Covered Warrants

Guide: Advanced Trading

What are the advantages

Gearing

The main advantage of Covered Warrants is that they allow you to amplify you exposure to the underlying movement of a stock or asset. This is because you only have to put up a fraction of the money that you would normally have to invest to buy the underlying asset.

You can only lose your stake

Unlike spread betting and other trading options, losses on Covered Warrants are limited to your initial investment - you cannot lose more.

Cash commitments

You can use Covered Warrants to reduce the amount of cash you need to back a particular stock.

Therefore an investor could sell a share holding, maintain the same position in that share by buying a Covered Warrant, and bank the rest of the cash.

Accessibility

Covered Warrants are offered by a range of brokers and financial institutions and can be bought and sold in much the same way as shares.

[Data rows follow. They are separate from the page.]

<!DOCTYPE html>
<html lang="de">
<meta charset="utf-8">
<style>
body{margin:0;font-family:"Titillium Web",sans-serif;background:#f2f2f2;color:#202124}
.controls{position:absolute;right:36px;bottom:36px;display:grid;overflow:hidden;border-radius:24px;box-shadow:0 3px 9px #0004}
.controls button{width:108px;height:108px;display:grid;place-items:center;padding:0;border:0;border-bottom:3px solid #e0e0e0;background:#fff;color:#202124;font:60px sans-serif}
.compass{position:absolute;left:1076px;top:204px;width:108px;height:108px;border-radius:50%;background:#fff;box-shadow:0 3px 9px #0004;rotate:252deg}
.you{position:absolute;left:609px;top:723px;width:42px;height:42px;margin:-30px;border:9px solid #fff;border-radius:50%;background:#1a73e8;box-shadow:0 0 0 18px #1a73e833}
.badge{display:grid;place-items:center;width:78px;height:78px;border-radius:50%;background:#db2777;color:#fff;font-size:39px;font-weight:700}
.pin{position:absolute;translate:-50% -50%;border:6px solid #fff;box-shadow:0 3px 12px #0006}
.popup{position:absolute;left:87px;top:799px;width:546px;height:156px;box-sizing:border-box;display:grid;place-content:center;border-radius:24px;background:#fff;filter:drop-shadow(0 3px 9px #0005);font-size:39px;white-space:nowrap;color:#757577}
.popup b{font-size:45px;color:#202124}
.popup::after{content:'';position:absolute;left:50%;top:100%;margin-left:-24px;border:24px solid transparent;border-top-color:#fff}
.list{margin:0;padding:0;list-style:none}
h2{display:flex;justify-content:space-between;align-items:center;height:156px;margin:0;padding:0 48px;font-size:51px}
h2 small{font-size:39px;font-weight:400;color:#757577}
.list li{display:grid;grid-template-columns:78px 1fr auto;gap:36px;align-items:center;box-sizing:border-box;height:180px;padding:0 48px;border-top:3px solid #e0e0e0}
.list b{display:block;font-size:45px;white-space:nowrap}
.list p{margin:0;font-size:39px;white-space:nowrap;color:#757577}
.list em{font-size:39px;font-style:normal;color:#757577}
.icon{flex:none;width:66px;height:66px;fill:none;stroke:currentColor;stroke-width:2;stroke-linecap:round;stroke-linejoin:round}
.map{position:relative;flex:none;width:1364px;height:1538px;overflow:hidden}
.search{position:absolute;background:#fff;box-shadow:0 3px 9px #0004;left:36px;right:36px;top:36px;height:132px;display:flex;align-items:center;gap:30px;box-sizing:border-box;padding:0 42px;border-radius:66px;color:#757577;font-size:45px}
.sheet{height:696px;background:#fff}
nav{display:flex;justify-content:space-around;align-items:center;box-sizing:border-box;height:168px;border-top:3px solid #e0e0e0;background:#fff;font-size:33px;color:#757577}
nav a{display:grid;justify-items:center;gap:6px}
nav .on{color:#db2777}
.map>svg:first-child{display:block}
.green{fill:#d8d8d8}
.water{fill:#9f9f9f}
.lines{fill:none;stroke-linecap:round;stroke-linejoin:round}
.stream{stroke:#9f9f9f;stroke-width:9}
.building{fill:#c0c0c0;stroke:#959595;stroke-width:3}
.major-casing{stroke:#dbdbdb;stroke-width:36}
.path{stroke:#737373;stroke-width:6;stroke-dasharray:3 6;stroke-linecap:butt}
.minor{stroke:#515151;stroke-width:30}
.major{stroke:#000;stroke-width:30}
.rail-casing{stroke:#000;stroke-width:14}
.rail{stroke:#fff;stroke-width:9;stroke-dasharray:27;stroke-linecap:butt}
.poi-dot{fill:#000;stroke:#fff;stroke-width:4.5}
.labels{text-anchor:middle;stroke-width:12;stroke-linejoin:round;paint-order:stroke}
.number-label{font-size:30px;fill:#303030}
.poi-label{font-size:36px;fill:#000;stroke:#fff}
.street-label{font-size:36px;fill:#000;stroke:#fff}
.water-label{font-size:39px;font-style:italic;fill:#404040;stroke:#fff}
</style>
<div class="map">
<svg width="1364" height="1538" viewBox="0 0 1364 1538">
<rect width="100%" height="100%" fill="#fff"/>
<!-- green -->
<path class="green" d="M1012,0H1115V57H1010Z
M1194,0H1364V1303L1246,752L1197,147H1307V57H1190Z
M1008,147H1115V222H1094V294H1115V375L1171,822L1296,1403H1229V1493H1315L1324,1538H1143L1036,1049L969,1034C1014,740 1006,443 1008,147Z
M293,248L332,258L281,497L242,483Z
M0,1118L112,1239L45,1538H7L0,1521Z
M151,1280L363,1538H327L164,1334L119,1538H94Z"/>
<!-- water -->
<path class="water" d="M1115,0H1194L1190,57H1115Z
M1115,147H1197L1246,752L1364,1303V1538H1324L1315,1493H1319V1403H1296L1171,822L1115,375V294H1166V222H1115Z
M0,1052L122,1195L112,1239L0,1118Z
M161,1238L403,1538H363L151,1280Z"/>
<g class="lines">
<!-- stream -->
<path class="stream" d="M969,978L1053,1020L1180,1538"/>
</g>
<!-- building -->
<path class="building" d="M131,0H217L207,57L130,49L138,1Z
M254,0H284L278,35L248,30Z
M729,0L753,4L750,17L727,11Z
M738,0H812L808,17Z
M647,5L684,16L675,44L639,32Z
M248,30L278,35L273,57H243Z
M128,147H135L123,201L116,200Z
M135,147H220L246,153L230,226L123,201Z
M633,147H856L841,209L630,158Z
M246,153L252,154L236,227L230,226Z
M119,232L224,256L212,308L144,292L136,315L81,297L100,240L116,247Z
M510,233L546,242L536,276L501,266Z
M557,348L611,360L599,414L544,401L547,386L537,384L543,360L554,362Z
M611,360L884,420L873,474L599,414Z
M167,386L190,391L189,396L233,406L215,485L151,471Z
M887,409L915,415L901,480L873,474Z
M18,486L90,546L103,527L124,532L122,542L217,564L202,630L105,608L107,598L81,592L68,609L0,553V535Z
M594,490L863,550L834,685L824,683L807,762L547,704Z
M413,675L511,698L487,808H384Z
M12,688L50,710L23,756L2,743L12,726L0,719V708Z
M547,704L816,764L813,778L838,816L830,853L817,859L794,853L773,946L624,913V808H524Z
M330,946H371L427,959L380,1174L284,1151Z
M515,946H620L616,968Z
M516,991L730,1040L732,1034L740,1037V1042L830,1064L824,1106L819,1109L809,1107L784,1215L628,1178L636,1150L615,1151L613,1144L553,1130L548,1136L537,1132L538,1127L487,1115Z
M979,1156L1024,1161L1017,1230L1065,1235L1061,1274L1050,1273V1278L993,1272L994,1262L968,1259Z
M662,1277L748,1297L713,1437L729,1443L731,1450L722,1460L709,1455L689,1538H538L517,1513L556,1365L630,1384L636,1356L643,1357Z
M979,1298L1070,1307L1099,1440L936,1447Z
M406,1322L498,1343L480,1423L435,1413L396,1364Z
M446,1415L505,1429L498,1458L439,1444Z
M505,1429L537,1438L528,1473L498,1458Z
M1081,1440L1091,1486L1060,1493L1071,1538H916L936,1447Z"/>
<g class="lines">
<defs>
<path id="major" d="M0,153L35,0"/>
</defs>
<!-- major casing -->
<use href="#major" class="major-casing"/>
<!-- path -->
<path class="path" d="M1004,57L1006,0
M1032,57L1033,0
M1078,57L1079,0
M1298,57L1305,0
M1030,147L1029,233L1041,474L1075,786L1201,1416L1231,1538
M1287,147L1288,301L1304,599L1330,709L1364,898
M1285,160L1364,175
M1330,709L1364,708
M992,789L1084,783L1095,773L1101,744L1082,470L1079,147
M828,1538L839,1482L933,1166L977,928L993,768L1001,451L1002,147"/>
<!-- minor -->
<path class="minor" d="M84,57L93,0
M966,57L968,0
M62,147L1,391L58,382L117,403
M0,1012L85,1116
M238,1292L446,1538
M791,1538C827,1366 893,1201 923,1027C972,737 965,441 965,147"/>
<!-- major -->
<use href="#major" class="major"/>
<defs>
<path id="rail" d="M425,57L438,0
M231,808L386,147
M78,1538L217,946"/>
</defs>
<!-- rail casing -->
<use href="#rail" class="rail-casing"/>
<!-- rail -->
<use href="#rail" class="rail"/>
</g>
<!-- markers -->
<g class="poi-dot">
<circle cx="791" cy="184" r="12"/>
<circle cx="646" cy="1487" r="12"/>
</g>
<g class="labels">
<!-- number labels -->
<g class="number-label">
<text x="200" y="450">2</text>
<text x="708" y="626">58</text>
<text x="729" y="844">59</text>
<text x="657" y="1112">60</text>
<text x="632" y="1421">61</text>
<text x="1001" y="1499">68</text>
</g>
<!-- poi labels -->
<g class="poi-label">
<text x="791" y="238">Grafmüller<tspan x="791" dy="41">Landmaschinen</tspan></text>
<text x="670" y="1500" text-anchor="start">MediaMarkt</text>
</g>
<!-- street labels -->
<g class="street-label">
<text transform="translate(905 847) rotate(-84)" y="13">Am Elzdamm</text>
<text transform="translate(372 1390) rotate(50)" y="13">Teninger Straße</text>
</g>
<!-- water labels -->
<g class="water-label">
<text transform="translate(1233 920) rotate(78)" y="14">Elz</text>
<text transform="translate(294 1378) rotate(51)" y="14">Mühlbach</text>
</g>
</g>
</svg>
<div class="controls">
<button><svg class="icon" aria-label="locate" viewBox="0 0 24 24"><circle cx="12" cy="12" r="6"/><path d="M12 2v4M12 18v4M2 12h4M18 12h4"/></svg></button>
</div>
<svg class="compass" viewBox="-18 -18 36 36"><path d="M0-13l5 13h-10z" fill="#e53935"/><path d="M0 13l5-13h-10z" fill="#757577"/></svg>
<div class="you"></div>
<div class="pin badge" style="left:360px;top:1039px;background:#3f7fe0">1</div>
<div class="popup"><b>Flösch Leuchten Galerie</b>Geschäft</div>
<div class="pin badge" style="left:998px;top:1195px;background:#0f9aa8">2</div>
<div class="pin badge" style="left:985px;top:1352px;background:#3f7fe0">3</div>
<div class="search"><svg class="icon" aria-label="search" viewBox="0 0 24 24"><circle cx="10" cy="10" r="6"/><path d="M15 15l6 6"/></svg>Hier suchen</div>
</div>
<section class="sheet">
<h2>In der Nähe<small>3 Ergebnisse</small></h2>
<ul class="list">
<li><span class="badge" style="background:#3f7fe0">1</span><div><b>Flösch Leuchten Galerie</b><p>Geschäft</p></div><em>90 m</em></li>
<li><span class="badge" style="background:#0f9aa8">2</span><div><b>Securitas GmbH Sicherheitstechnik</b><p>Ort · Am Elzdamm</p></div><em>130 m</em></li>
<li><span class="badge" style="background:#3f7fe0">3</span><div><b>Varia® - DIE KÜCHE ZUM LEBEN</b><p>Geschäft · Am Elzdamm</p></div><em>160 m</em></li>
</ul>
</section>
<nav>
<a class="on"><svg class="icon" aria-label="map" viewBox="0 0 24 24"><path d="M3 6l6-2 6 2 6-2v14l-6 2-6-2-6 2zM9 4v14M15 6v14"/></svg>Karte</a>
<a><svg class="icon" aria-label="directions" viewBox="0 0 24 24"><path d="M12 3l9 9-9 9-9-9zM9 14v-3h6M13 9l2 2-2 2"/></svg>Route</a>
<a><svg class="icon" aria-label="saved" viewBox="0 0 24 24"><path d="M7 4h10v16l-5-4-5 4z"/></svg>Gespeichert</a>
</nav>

Warrants tend to be offered on large solid underlying instruments that are very liquid.

Stamp duty

Warrants are exempt from stamp duty in most circumstances, except where there is a physical exercise for a call warrant on a share.

Hedging your bets

Covered Warrants can be used to hedge investments in a volatile market. For example a put warrant guarantees a minimum price for the underlying share ie the exercise price.

In this scenario the warrant price becomes an insurance premium against unexpected market or share price falls.